Now at another critical moment in American military history, the faculty here on the commanding bend in the Hudson River is deep in its own existential debate. Narrowly, the argument is whether the counterinsurgency strategy used in Iraq and Afghanistan — the troop-heavy, time-intensive, expensive doctrine of trying to win over the locals by building roads, schools and government — is dead.
Broadly, the question is what the United States gained after a decade in two wars.
“Not much,” Col. Gian P. Gentile, the director of West Point’s military history program and the commander of a combat battalion in Baghdad in 2006, said flatly in an interview last week. “Certainly not worth the effort. In my view.”
Colonel Gentile, long a critic of counterinsurgency, represents one side of the divide at West Point. On the other is Col. Michael J. Meese, the head of the academy’s influential social sciences department and a top adviser to General Petraeus in Baghdad and Kabul when General Petraeus commanded the wars in Iraq and Afghanistan.
“Nobody should ever underestimate the costs and the risks involved with counterinsurgency, but neither should you take that off the table,” Colonel Meese said, also in an interview last week. Counterinsurgency, he said, “was broadly successful in being able to have the Iraqis govern themselves.”
The debate at West Point mirrors one under way in the armed forces as a whole as the United States withdraws without clear victory from Afghanistan and as the results in Iraq remain ambiguous at best. (On the ABC News program “This Week” on Sunday, the defense secretary, Leon E. Panetta, called the Taliban “resilient” after 10 and a half years of war.)

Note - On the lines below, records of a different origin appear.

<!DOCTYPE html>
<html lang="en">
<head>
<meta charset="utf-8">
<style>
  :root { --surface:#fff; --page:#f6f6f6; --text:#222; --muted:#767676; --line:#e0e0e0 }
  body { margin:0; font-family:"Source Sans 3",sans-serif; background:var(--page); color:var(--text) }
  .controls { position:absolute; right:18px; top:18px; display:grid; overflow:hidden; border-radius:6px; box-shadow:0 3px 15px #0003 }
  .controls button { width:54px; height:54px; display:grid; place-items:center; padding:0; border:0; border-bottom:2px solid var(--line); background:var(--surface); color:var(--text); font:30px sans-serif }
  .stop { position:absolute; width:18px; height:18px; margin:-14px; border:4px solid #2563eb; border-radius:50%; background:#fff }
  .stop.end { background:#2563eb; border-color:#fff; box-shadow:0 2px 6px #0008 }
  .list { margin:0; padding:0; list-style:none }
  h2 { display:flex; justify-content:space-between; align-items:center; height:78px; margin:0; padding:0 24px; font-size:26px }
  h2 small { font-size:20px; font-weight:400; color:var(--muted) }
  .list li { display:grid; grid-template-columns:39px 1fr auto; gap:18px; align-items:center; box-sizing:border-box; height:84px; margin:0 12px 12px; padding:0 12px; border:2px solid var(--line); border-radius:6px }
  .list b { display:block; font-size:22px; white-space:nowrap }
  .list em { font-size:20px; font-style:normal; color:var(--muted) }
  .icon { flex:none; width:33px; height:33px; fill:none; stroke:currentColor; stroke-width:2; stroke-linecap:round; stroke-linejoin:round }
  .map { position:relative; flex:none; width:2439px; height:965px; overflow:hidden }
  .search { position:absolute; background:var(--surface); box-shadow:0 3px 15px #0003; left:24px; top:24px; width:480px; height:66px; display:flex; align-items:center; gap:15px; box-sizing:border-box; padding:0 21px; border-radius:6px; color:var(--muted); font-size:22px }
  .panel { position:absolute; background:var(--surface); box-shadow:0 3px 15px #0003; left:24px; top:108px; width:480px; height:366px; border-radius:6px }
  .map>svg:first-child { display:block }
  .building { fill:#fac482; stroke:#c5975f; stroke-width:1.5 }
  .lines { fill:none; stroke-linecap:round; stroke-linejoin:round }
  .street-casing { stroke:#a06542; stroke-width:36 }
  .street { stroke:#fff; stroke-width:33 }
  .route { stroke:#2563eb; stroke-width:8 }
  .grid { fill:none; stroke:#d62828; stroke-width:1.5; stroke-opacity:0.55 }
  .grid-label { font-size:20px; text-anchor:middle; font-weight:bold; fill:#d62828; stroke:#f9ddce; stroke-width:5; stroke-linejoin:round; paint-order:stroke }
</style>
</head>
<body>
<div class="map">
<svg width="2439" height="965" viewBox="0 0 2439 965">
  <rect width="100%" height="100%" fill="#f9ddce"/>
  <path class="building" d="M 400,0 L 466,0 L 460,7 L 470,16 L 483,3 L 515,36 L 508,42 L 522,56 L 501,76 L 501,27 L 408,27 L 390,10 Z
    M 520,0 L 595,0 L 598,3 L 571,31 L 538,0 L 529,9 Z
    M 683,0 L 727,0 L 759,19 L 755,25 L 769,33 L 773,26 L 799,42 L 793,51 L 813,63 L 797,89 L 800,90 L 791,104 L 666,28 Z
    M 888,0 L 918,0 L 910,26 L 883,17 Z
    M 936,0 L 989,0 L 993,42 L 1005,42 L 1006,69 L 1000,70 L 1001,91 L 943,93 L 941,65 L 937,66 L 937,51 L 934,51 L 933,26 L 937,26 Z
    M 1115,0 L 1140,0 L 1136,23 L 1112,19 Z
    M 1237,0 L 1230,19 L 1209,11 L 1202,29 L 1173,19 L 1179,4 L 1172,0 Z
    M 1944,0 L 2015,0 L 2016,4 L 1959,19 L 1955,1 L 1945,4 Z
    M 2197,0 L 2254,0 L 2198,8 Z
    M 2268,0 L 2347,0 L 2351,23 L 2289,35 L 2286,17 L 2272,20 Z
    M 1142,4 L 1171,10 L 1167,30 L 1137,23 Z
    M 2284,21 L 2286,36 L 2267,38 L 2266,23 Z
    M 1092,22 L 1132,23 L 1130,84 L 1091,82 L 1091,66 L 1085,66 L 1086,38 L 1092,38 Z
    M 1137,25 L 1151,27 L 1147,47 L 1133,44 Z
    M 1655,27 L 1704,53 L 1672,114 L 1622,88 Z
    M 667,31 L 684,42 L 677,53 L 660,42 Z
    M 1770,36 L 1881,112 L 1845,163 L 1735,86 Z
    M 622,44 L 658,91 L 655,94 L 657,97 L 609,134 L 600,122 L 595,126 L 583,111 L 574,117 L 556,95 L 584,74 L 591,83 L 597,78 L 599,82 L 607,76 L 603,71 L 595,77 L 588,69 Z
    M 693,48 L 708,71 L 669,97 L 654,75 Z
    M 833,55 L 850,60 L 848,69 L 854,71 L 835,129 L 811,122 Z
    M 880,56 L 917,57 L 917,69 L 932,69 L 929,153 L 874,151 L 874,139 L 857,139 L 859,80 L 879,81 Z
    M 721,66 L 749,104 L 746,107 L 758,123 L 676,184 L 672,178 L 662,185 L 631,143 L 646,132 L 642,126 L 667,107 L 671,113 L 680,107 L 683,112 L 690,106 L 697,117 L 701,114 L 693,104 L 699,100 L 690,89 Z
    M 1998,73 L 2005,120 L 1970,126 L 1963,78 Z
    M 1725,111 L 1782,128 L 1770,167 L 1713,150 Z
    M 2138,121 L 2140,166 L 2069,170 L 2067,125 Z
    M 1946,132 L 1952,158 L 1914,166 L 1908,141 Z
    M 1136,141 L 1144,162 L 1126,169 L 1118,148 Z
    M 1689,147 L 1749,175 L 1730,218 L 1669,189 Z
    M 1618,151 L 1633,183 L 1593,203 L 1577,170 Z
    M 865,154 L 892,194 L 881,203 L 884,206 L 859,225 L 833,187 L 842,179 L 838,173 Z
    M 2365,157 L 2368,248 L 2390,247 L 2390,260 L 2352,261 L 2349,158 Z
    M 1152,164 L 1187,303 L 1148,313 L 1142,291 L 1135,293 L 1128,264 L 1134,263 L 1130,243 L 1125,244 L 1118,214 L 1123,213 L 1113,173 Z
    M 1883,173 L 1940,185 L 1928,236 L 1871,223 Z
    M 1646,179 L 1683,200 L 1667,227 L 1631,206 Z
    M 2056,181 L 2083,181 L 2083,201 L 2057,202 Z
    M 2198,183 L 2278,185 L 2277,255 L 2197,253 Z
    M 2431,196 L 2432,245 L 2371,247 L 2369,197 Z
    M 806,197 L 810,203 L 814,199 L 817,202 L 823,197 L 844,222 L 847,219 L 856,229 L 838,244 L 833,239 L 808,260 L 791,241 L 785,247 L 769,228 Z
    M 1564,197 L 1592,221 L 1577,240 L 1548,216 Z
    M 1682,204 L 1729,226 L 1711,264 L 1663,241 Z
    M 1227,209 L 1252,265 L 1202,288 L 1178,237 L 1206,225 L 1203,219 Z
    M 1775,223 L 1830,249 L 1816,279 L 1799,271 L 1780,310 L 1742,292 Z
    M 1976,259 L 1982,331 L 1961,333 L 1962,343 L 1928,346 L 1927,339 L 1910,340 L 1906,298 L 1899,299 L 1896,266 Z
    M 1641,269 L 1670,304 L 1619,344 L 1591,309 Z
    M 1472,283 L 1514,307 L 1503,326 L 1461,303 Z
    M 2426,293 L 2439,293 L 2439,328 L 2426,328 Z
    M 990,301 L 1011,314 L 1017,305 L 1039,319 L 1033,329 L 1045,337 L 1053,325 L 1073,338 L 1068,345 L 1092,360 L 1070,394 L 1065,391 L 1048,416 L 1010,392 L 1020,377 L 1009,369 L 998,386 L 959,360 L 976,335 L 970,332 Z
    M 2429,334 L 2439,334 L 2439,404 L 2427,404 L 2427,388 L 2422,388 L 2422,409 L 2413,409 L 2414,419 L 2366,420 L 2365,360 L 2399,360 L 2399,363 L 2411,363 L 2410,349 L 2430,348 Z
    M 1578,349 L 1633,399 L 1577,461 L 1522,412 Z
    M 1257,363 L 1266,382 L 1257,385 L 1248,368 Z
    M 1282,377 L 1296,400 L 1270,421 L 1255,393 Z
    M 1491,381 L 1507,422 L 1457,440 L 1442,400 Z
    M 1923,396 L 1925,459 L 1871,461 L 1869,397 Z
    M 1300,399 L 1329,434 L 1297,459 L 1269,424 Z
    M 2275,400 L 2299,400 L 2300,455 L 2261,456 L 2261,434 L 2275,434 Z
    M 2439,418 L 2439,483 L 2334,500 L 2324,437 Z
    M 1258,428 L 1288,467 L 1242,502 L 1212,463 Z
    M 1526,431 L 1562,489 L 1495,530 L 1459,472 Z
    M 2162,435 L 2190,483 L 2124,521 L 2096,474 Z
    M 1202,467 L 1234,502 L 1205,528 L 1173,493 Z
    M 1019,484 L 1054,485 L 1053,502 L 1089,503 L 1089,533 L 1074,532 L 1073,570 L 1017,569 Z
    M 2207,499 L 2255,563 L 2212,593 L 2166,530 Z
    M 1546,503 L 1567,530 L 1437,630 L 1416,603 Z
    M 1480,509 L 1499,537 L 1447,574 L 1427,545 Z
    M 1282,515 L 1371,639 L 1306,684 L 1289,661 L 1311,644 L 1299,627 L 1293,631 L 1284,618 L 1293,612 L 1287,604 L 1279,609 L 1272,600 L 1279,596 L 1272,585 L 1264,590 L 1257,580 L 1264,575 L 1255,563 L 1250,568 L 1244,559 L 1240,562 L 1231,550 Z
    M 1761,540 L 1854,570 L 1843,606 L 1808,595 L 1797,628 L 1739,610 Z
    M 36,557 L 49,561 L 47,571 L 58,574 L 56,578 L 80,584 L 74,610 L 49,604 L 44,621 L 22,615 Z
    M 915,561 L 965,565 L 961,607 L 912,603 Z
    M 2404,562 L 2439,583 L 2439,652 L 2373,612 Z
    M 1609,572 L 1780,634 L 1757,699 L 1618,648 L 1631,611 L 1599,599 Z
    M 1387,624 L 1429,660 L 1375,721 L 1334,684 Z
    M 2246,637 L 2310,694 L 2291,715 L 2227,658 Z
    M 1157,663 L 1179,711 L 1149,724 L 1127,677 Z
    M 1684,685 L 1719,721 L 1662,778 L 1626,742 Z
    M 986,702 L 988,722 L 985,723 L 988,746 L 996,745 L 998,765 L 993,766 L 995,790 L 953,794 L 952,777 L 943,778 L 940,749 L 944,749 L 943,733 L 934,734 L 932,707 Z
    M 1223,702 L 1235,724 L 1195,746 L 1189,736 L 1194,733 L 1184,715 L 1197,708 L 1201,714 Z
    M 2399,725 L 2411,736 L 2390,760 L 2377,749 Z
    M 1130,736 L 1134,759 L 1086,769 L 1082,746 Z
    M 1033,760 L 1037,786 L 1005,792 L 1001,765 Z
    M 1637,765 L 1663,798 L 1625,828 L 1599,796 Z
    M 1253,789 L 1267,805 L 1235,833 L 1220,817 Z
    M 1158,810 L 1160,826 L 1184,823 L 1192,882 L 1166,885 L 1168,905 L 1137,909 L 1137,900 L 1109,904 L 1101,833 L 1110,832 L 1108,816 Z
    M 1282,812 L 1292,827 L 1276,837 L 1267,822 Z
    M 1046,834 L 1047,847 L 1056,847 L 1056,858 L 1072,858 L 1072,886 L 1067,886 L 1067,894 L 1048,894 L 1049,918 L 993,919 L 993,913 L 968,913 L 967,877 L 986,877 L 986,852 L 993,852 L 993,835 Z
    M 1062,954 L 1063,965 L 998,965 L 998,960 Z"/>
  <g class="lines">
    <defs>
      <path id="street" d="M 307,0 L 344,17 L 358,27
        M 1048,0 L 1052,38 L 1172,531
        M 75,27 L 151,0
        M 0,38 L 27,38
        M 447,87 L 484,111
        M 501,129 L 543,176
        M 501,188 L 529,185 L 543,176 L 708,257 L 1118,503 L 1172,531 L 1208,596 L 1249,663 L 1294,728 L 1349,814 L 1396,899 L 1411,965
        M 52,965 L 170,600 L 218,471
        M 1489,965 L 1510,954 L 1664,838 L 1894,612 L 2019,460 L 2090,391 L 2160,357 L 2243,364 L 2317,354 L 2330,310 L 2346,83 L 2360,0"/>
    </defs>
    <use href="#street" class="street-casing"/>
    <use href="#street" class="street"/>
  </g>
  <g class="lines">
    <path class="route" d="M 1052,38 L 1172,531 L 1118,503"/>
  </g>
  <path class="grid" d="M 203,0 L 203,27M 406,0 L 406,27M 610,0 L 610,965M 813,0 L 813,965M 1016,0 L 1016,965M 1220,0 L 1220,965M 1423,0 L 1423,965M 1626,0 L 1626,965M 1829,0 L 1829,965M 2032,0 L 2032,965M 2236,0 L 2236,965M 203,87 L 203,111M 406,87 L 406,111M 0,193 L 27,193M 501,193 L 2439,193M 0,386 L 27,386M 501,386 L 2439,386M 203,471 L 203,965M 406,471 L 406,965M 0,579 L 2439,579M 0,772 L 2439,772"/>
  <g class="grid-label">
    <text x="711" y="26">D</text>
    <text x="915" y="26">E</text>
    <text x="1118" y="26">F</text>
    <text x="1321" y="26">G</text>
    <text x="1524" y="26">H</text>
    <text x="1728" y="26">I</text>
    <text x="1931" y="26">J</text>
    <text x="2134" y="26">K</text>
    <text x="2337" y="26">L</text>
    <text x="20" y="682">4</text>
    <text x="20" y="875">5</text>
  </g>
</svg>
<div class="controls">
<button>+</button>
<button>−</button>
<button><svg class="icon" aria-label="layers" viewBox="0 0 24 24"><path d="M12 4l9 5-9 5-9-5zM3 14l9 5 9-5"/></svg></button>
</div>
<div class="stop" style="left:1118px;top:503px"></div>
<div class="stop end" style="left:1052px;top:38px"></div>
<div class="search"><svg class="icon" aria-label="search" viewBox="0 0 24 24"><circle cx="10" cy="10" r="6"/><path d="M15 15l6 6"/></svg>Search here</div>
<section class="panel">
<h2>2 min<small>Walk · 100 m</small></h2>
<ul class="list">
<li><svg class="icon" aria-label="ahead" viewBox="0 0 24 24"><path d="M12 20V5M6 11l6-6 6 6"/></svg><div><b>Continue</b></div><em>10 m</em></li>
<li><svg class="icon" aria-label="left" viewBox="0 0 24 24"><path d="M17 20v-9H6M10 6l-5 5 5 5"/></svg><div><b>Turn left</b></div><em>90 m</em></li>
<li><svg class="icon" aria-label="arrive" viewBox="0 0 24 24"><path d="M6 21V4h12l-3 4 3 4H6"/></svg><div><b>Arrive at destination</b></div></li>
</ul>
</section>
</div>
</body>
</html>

But at West Point the debate is personal, and a decade of statistics — more than 6,000 American service members dead in Iraq and Afghanistan and more than $1 trillion spent — hit home. On Saturday, 972 cadets graduated as second lieutenants, sent off in a commencement speech by Vice President Joseph R. Biden Jr. with the promise that they are “the key to whatever challenges the world has in store.”